Colombo, Rajapaksa decreta lo stato d'emergenza contro sciopero generale
di Melani Manel Perera

Per la seconda volta in poche settimane il presidente ricorre al pugno di ferro per disperdere i manifestanti che chiedono le dimissioni del governo per la gravissima crisi economica.
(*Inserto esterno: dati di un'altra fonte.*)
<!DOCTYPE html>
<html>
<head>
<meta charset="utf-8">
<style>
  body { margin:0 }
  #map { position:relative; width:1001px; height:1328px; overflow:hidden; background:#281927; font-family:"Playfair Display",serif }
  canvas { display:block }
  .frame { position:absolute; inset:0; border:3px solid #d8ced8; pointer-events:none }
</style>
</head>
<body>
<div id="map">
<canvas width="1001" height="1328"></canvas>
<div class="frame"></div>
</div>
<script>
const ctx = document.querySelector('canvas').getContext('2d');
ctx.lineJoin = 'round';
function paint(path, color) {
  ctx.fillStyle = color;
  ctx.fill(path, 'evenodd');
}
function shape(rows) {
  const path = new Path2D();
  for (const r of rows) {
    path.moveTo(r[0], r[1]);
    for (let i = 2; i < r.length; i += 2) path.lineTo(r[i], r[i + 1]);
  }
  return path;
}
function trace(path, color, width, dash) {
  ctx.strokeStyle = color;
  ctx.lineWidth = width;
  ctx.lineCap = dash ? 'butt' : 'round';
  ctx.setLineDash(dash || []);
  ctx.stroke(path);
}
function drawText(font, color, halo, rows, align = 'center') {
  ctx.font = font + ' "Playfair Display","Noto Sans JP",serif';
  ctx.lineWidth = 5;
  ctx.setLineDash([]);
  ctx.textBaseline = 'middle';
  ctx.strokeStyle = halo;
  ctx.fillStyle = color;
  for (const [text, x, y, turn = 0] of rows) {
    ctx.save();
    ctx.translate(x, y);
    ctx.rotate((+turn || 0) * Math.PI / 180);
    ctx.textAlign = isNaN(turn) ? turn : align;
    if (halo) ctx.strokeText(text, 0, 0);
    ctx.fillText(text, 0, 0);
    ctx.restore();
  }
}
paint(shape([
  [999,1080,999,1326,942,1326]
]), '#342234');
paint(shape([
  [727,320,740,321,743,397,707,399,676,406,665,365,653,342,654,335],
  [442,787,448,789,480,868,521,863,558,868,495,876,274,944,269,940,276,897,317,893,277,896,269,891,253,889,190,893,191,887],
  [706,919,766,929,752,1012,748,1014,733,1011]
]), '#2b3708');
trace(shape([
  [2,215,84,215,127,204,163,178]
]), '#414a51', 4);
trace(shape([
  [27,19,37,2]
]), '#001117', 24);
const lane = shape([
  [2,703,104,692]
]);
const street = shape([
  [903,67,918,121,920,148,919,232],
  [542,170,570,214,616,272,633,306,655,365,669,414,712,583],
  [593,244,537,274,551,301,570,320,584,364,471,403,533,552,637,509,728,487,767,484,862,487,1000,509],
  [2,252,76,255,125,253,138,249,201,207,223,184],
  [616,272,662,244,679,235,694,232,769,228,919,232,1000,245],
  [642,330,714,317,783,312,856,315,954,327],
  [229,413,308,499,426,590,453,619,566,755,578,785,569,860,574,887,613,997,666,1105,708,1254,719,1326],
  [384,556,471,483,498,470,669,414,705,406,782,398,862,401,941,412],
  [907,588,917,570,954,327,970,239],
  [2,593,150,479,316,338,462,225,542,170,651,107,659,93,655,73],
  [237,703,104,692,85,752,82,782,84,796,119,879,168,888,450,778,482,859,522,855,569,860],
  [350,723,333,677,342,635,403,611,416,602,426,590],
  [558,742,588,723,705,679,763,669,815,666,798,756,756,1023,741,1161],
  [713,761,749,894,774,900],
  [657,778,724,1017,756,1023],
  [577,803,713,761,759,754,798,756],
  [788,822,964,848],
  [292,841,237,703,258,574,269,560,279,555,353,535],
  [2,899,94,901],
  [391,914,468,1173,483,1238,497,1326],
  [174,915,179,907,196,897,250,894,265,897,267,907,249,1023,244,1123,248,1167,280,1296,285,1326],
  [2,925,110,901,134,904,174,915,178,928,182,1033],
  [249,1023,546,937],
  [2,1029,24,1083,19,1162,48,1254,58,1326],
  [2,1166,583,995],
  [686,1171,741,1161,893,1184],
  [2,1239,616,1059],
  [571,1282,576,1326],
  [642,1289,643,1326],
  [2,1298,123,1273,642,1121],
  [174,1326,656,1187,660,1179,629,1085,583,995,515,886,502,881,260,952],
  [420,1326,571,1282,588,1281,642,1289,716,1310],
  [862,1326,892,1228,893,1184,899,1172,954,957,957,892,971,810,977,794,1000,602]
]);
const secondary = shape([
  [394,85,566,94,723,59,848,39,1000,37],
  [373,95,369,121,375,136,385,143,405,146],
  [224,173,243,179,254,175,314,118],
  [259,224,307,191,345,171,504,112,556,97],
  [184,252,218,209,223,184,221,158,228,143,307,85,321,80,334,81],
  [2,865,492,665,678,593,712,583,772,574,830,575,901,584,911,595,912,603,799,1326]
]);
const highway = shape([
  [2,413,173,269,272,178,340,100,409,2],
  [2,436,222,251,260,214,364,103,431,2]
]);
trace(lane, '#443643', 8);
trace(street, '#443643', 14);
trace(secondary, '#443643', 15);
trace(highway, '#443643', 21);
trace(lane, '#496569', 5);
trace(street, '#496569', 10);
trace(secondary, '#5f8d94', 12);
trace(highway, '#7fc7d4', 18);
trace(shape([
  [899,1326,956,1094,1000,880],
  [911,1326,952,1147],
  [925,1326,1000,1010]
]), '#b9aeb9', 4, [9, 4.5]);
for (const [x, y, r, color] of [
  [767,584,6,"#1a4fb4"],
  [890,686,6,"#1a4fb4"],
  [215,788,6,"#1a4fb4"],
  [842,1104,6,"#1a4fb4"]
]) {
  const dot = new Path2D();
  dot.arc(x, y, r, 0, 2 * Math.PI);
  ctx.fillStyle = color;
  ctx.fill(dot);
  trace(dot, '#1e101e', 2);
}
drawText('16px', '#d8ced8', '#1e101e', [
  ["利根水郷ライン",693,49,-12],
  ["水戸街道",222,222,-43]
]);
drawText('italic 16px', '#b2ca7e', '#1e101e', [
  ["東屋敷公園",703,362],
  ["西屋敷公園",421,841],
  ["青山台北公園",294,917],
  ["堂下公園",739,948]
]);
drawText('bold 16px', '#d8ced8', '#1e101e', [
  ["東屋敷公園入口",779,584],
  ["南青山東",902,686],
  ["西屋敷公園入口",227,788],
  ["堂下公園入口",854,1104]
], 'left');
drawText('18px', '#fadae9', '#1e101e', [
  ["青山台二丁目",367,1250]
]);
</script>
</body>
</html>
Ieri l'intera isola si è fermata per la massiccia adesione alla protesta indetta da oltre 1000 organizzazioni sindacali di ogni settore.


Colombo (AsiaNews) - Il presidente Gotabaya Rajapaksa ha dichiarato nuovamente lo stato di emergenza per fare fronte all'intensificarsi delle proteste contro il suo governo alle prese con la più grave crisi economica della storia recente del Paese. La mossa di Rajapaksa è arrivata dopo il massiccio sciopero generale di 24 ore proclamato da oltre 1000 organizzazioni sindacali che ha visto il 6 maggio l’intera isola fermarsi per ribadire la richiesta di dimissioni del presidente e del primo ministro.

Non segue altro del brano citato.